In 2017, I started as a HubSpot consultant, advising go-to-market teams on their strategies and how to implement them with HubSpot software. Early on, HubSpot certifications were the critical part of my learning. After I was up-to-speed, certifications helped freshen and broaden my working knowledge. For example, before we launched Service Hub, I didn't know how to talk "customer service." The service strategy and software certifications helped me start on that learning curve. Ditto revenue operations.

The two HubSpot architecture certifications are for technical people what those classic marketing, sales, and service software certifications are for go-to-market consultants: a required 101 to working in this environment.

In 2023, I started as a HubSpot solutions architect, helping our customers with more technical challenges and opportunities. As I pivoted, I was really excited to learn that we had two HubSpot certifications for the role (not coincidentally, developed with some help from my new boss, the leader of our solutions architecture practice). The certifications are available to help HubSpot Solutions Partners get certified to deliver high-level projects and a lot of the content came from collaborations with our team. They're also useful to help people who know technology learn HubSpot's framework and for people who know HubSpot learn more about its technology—people at our solutions partners, that is. The certifications are gated for people working in for those companies.

They worked for me. I completed HubSpot Architecture I in July, right after I started. I was able to put almost all of the learning to immediate use as I started developing solution plans for our customers. I completed HubSpot Architecture II this April, as part of our certification week. Here are my top-level lessons learned from both.

Lessons Learned from HubSpot Architecture I: Data Models and APIs

Architecture I focuses on the core CRM functionality. A full HubSpot implementation's data can be really broad, as it's used for marketing, sales, and service operations, automation, and reporting. Good architecture starts with what HubSpot knows and how it knows it, and helps you understand where limitations exist and extensions or integrations are often necessary.

In go-to-market, everything starts with data. In HubSpot's context, the kinds of data marketers, sellers, and service folks work with differs. Being specific about how the system stores and processes data is the sine qua non of solution architecture. I've found the distinctions between the kinds of data you have and what you;re trying to do with them vital.

Type of data

Usage

Considerations

Objects: HubSpot CRM includes primary person, company, deal, and additional native and custom objects.  Custom objects work similarly.

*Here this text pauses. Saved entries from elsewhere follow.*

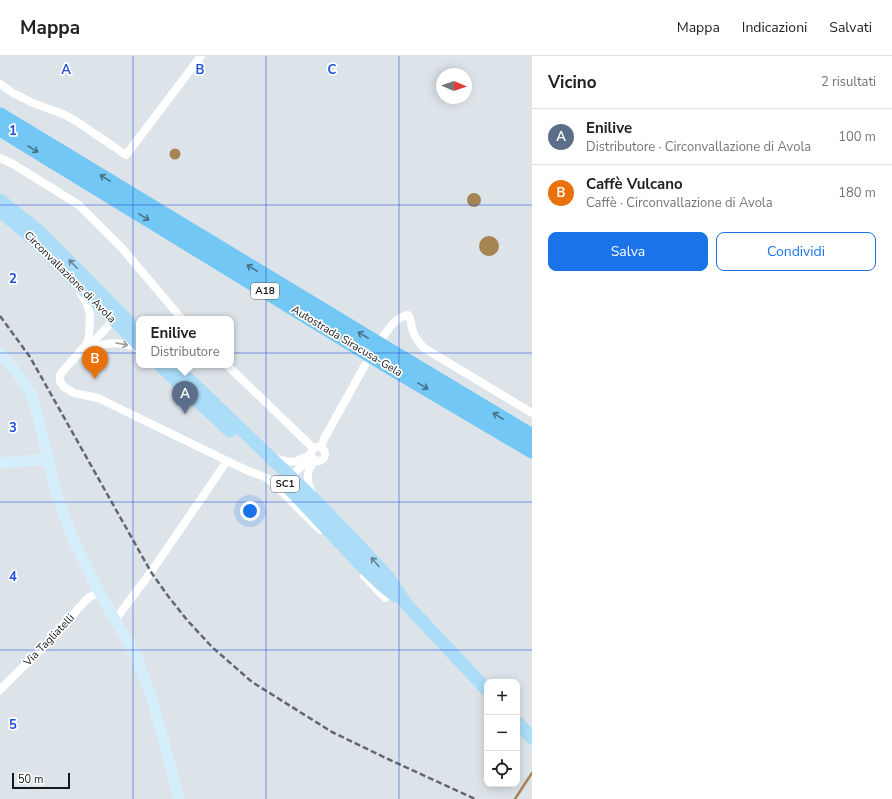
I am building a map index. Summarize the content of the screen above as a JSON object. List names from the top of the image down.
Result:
{
  "streets": {
    "highway": ["A18", "Autostrada Siracusa-Gela"],
    "main road": ["Circonvallazione di Avola", "SC1"],
    "street": ["Via Tagliatelli"]
  },
  "scale_bar": "50 m",
  "north": "right",
  "page": {
    "header": "Mappa",
    "nav": ["Mappa", "Indicazioni", "Salvati"],
    "heading": ["Vicino", "2 risultati"],
    "list": [
      {
        "mark": "A",
        "name": "Enilive",
        "note": "Distributore · Circonvallazione di Avola",
        "value": "100 m"
      },
      {
        "mark": "B",
        "name": "Caffè Vulcano",
        "note": "Caffè · Circonvallazione di Avola",
        "value": "180 m"
      }
    ],
    "buttons": ["Salva", "Condividi"],
    "popup": ["Enilive", "Distributore"],
    "pins": ["B", "A"],
    "map_buttons": ["+", "−"],
    "scale": "50 m"
  },
  "grid": {
    "columns": ["A", "B", "C"],
    "rows": [
      "1",
      "2",
      "3",
      "4",
      "5"
    ]
  }
}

CRM functionality is built on foundational objects.

Customized business functions can be supported by custom record types. These work especially well when there are core use, reporting, and automation needs for the data.

Solid records and properties mirror the real world and thus can be trusted.

Limitations on the total count of records (in the millions for most subscriptions) and costs to increase; limitations on the number of properties per record and length of property values (in the hundreds); limitations on available associations between records.

Standard objects drive specific functionality, it can be hard to mimc that functionality in custom objects (i.e. forecasting revenue without using Deals, sending marketing email not using Contacts).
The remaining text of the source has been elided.